DATASET CONTENT Start Marker

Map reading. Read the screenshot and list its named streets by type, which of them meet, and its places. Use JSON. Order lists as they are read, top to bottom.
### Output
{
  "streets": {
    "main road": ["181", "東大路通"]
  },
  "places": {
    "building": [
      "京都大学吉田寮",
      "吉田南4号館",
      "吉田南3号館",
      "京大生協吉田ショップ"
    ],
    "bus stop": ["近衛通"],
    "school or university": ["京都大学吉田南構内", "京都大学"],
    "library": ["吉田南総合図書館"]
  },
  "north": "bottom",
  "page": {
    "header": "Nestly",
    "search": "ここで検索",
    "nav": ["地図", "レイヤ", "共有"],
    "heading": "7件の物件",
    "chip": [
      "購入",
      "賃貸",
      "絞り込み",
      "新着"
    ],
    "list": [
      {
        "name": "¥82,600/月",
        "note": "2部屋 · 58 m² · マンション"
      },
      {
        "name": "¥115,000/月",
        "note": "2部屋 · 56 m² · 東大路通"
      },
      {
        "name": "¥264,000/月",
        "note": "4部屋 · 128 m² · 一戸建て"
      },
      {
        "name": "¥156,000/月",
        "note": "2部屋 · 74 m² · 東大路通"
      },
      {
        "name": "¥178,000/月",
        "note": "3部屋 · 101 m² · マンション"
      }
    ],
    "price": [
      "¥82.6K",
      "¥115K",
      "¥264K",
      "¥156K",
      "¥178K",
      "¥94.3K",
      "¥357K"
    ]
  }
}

DATASET CONTENT End Marker

Work through the records above. Copy every line with the string "東大路通".

*TASK SOLUTION*.
    "main road": ["181", "東大路通"]
        "note": "2部屋 · 56 m² · 東大路通"
        "note": "2部屋 · 74 m² · 東大路通"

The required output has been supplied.